The use of robot arms for positioning and placing objects is well known. Generally, the arms have Z-, R- and .theta.- motion in a conventional cylindrical coordinate system. The capability of providing straight line motion is very important in the processing of semiconductor wafers so as to allow them to be very accurately positioned at a work station where processing steps take place. The R or straight line movement of the end effector or mechanical hand at the end of the arm has been accomplished in a number of manners.
As one example, telescoping arms have been utilized for this purpose. In such a structure one slidable member fits within another thus allowing linear extension of the arm.
More commonly, two link arms with equal length links have been utilized for this purpose. The links are connected to each other so that distal end of the first link is pivotally attached to the proximal end of the second link. The links utilize belt drives which are provided for coordinately rotating the second link to the first link to provide a rotation ratio, i.sub.2,1 of 2/1, and to provide a rotation ratio, i.sub.3,2, of 1/2 between the end effector and the distal link of the robotic arm. When i.sub.2,1 is equal to 2/1 and i.sub.3,2 is equal to 1/2, the result is that i.sub.31, the rotation ratio of the end effector relative to the first link, is equal to 2/1.times.1/2 or unity and straight line motion results. In the case of 3 link arms, such as those shown in U.S. Pat. No. 5,064,340, the rotation ratio between the third and second links is 1/1 and other ratios are as just discussed above. In this situation i.sub.21 is equal to 2/1, i.sub.3,2 is equal to 1/1 and i.sub.4,3 is equal to 1/2. This assures that i.sub.4,1 is equal to unity and straight line motion results.
United Kingdom Patent Application GB 2193482A, published Feb. 10, 1988 discloses a wafer handling arm which includes two unequal length links with the distal end of one link being pivotally attached to the proximal end of the other link, with the hand being integral with the distal end of the distal link and which utilizes a belt drive which is fixed to a cam to attain nearly straight line motion.
It is also known to utilize an isosceles triangle type linkage wherein two equal length links are pivoted together and a mechanical hand is pivoted to the distal end of the distal link. Pulleys and belts are utilized in such a manner that the angle between the two links changes at twice the rate as do the angles that each of the links makes with a line connecting the points about which their other ends are pivoted. This linkage provides drive directly from a motor shaft to the proximal end portion of the proximal link. A belt about a stationary pulley coaxial with the motor shaft passes about a pulley at the point of pivoting of the two links to one another. Another pulley and belt arrangement provides pivoting of another pulley where the second link is pivotally connected to the mechanical hand.

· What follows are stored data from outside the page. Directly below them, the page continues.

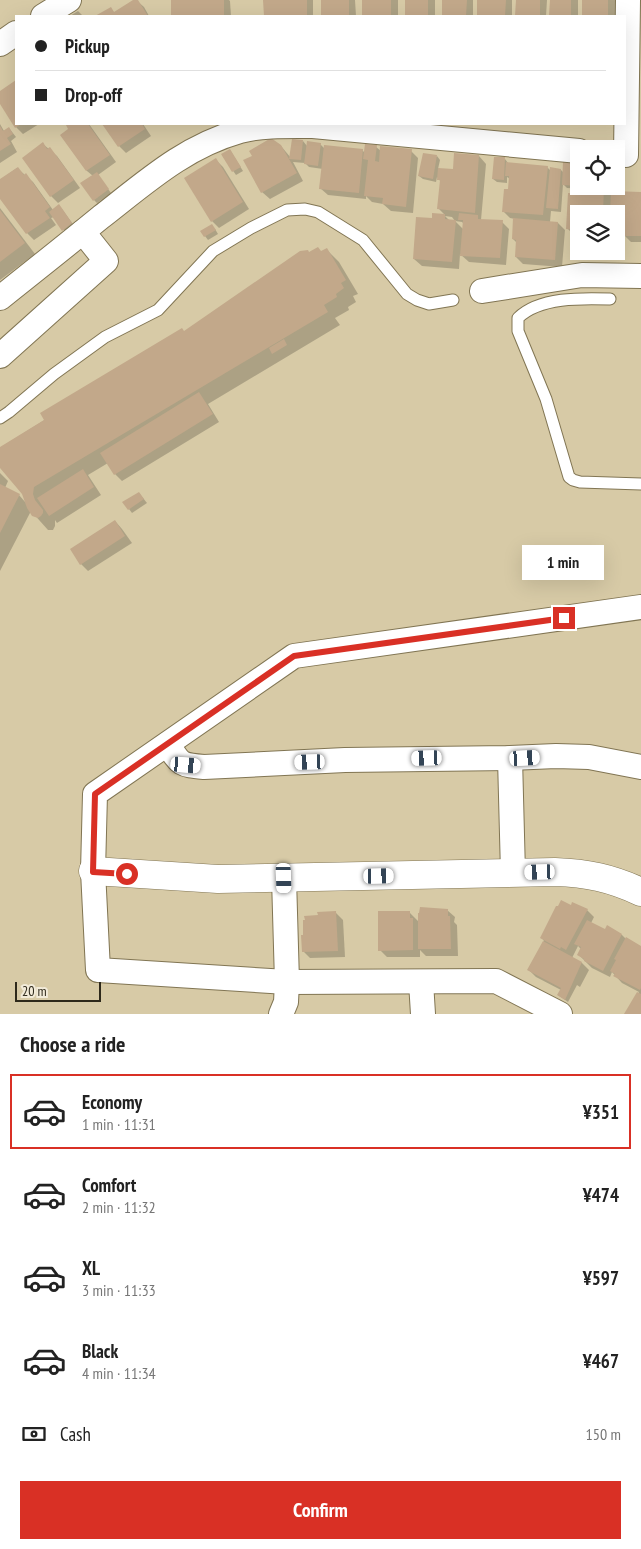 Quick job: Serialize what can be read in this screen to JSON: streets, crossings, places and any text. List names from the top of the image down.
{
  "scale_bar": "20 m",
  "page": {
    "banner": ["Pickup", "Drop-off"],
    "bubble": "1 min",
    "scale": "20 m",
    "heading": "Choose a ride",
    "list": [
      {
        "name": "Economy",
        "note": "1 min · 11:31",
        "value": "¥351"
      },
      {
        "name": "Comfort",
        "note": "2 min · 11:32",
        "value": "¥474"
      },
      {
        "name": "XL",
        "note": "3 min · 11:33",
        "value": "¥597"
      },
      {
        "name": "Black",
        "note": "4 min · 11:34",
        "value": "¥467"
      }
    ],
    "pay": ["Cash", "150 m"],
    "buttons": "Confirm"
  }
} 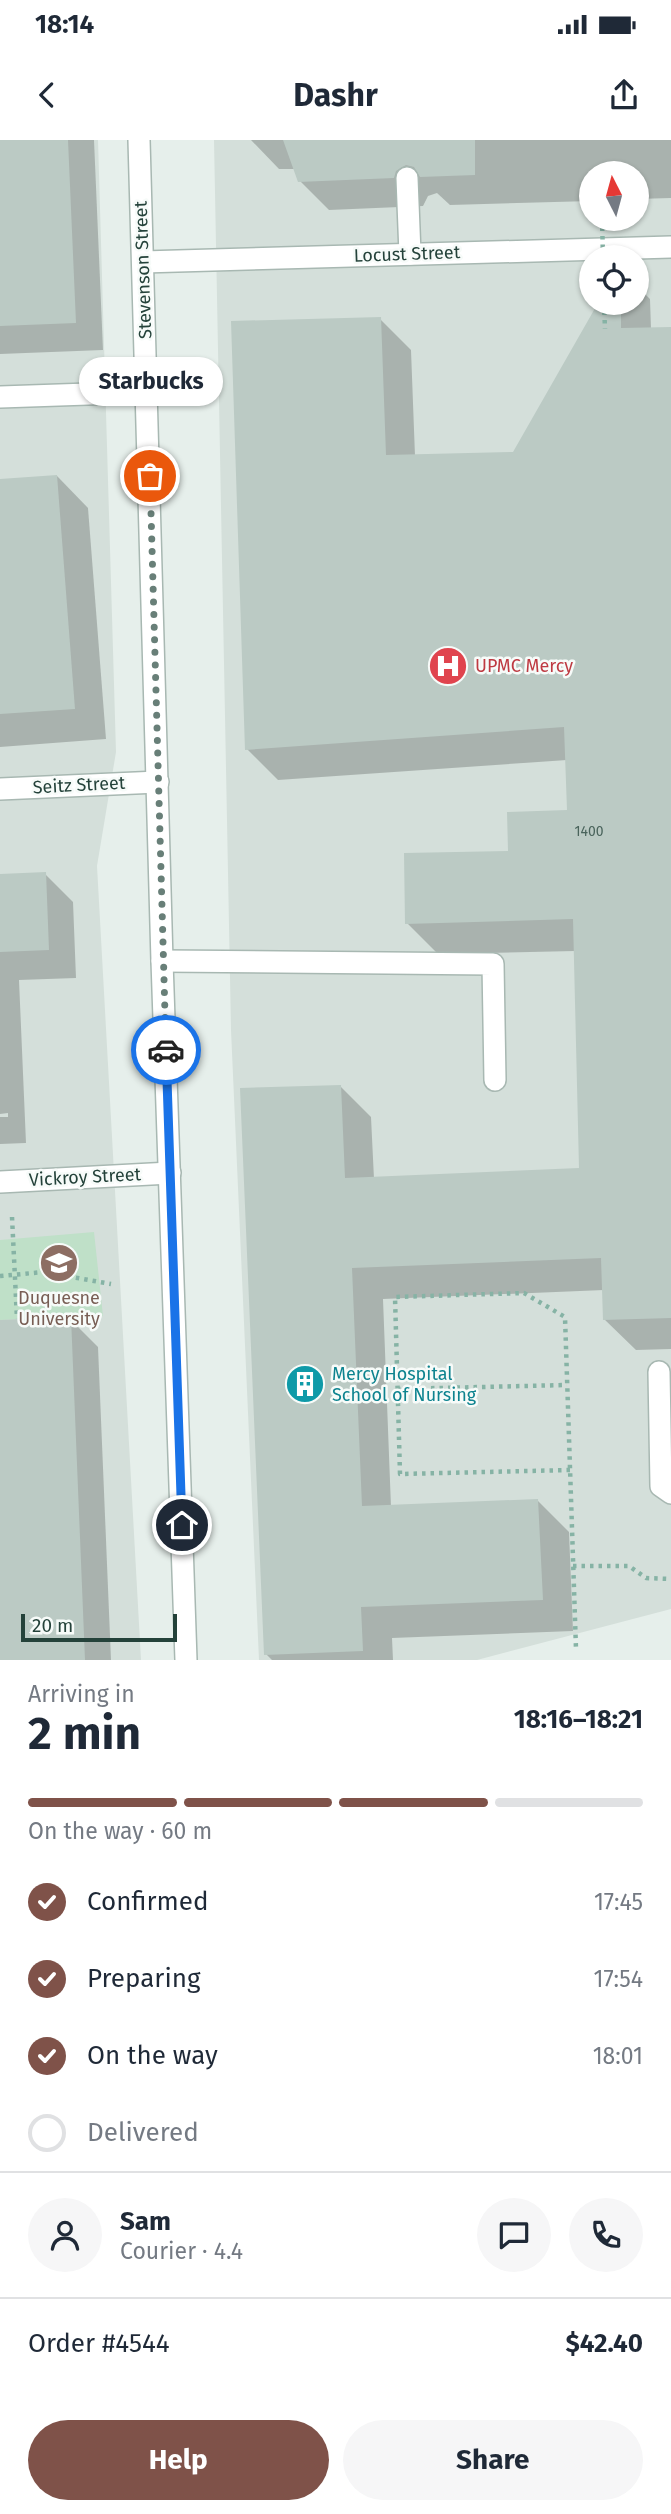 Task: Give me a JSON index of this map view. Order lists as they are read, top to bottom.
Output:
{
  "streets": {
    "street": [
      "Locust Street",
      "Stevenson Street",
      "Seitz Street",
      "Vickroy Street"
    ]
  },
  "crossings": [
    ["Locust Street", "Stevenson Street"],
    ["Stevenson Street", "Seitz Street"],
    ["Stevenson Street", "Vickroy Street"]
  ],
  "places": {
    "other": ["Starbucks"],
    "hospital": ["UPMC Mercy"],
    "school or university": ["Duquesne University"],
    "building": ["Mercy Hospital School of Nursing"]
  },
  "house_numbers": ["1400"],
  "scale_bar": "20 m",
  "north": "top",
  "page": {
    "status": "18:14",
    "header": "Dashr",
    "bubble": "Starbucks",
    "scale": "20 m",
    "heading": ["2 min", "Arriving in", "18:16–18:21"],
    "panel": [
      "Sam",
      "Courier · 4.4",
      "Order #4544",
      "$42.40"
    ],
    "bar": "On the way · 60 m",
    "list": [
      ["Confirmed", "17:45"],
      ["Preparing", "17:54"],
      ["On the way", "18:01"],
      "Delivered"
    ],
    "buttons": ["Help", "Share"]
  }
}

In another apparatus a pair of isosceles triangle type linkages face one another and the mechanical hand is pivotally attached to the distal ends of both of the distal links. The proximal ends of each of the proximal links is driven in an opposite direction of rotation by a single rotating motor shaft, generally through use of appropriate gearing. What results is a frogs leg type of motion with each isosceles triangle type linkage serving as means for controlling the other such linkage in such a manner that the angles between the two links of each of the isosceles triangle linkages changes at twice the rate as do the angles that each of the links makes with a line connecting the points about which their other ends are pivoted.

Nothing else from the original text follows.